▸ **Task description**
Copy all lines below containing "Mancini".

▸ **Provided material**
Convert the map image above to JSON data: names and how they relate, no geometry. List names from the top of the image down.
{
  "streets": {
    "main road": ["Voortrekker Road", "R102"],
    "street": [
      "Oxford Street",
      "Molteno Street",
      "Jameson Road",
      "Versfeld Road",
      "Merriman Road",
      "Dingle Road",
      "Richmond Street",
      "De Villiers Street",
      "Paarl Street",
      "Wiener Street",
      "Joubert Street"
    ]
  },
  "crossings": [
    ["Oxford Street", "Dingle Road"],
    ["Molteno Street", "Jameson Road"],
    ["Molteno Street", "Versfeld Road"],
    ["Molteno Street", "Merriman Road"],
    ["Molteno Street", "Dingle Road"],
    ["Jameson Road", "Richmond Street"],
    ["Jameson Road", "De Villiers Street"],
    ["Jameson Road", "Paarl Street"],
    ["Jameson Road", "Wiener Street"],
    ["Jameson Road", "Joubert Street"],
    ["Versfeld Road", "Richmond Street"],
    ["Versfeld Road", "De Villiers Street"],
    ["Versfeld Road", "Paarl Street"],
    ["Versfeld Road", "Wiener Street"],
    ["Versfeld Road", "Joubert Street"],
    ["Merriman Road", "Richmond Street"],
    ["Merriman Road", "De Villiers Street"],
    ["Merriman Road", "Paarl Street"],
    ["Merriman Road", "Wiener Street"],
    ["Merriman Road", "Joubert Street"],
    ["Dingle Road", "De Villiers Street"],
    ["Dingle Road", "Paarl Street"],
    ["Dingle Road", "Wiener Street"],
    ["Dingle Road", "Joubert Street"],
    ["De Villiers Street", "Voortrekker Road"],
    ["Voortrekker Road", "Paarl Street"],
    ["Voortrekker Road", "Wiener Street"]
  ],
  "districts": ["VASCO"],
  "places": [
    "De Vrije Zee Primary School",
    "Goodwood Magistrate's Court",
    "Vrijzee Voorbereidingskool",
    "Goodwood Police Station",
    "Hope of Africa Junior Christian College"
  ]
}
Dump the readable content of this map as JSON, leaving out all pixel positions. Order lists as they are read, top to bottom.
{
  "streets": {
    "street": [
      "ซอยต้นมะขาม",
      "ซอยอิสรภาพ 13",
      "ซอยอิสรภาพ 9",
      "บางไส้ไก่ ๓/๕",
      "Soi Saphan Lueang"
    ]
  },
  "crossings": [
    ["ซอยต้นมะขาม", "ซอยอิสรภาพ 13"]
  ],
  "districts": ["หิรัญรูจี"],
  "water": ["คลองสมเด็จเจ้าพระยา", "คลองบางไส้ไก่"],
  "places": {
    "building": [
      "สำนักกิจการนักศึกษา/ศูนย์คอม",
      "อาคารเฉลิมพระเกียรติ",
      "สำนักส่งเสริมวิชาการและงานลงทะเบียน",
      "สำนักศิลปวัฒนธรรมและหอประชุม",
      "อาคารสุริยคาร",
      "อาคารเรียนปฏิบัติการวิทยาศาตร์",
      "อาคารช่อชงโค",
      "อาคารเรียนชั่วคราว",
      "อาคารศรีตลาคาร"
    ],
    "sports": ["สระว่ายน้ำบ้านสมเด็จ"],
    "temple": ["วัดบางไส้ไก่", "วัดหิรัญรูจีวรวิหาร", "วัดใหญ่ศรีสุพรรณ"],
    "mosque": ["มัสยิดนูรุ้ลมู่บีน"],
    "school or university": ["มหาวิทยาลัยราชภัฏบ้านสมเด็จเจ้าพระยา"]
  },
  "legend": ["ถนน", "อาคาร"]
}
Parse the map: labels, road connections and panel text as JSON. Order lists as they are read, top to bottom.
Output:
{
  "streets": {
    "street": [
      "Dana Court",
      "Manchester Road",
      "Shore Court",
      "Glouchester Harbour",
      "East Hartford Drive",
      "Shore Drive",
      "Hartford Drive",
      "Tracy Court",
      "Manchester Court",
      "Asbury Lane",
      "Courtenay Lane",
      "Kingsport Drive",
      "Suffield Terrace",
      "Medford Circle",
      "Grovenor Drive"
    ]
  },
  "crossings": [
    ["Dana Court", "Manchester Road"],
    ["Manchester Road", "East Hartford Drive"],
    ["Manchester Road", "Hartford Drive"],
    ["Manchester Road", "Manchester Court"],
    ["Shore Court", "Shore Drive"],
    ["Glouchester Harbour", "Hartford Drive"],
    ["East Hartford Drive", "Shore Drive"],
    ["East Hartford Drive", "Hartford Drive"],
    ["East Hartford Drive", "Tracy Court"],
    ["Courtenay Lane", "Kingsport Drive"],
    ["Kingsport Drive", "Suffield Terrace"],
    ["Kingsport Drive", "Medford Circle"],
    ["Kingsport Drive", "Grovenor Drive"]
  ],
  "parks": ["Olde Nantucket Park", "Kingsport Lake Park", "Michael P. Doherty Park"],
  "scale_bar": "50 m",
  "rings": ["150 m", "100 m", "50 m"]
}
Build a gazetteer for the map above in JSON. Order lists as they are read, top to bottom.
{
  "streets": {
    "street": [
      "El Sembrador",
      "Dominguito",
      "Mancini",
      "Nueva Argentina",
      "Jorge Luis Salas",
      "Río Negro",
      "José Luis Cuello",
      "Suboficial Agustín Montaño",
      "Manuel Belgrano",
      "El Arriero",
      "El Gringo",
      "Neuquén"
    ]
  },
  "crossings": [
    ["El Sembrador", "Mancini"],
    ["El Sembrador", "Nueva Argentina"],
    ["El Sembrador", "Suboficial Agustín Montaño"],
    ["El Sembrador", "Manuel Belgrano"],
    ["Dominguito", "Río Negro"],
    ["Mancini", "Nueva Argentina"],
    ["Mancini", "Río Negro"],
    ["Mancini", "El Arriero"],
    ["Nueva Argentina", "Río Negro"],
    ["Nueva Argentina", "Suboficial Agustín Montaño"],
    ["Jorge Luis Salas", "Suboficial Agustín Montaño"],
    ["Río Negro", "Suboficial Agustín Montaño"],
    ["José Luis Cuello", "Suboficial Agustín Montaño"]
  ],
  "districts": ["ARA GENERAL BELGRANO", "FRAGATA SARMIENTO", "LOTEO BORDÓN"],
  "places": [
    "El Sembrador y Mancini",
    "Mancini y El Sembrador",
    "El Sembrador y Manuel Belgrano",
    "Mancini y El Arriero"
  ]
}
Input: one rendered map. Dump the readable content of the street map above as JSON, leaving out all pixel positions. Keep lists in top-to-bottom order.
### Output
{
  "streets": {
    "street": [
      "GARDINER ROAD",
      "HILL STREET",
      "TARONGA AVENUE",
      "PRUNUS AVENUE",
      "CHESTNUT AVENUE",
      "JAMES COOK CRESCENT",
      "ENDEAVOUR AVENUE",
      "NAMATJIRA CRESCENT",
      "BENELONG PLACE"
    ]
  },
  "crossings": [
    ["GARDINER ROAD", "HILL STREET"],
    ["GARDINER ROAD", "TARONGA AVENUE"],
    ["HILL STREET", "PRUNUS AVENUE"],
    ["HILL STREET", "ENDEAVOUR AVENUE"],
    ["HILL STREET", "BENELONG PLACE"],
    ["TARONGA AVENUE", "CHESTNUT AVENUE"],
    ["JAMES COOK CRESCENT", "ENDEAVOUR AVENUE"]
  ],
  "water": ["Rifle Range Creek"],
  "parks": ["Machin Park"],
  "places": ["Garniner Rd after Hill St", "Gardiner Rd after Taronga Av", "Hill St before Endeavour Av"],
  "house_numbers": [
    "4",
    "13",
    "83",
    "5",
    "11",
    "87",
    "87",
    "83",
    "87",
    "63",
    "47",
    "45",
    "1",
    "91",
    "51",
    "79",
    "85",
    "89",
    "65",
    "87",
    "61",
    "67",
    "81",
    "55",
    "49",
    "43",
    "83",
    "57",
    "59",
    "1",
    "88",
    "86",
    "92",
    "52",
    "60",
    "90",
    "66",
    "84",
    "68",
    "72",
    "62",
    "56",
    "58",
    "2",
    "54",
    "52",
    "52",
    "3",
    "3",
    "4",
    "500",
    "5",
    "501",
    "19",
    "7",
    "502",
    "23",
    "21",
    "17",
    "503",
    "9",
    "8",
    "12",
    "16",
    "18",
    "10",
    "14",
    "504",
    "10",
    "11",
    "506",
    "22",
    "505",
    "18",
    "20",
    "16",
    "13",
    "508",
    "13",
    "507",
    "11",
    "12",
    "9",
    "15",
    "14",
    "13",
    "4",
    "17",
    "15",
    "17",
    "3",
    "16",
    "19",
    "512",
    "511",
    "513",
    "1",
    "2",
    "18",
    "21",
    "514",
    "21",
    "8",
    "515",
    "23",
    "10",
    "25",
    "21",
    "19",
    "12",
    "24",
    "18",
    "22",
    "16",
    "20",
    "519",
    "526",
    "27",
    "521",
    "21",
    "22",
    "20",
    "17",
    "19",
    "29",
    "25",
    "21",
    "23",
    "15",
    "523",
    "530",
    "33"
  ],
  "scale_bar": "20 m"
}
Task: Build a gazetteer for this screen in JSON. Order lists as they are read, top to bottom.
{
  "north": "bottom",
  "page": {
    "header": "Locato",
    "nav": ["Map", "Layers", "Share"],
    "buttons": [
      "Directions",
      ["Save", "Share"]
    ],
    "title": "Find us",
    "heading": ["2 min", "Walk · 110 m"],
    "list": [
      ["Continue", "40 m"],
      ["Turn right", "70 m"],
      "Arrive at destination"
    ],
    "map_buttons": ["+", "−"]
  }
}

▸ **Solution to this exercise**
      "Mancini",
    ["El Sembrador", "Mancini"],
    ["Mancini", "Nueva Argentina"],
    ["Mancini", "Río Negro"],
    ["Mancini", "El Arriero"],
    "El Sembrador y Mancini",
    "Mancini y El Sembrador",
    "Mancini y El Arriero"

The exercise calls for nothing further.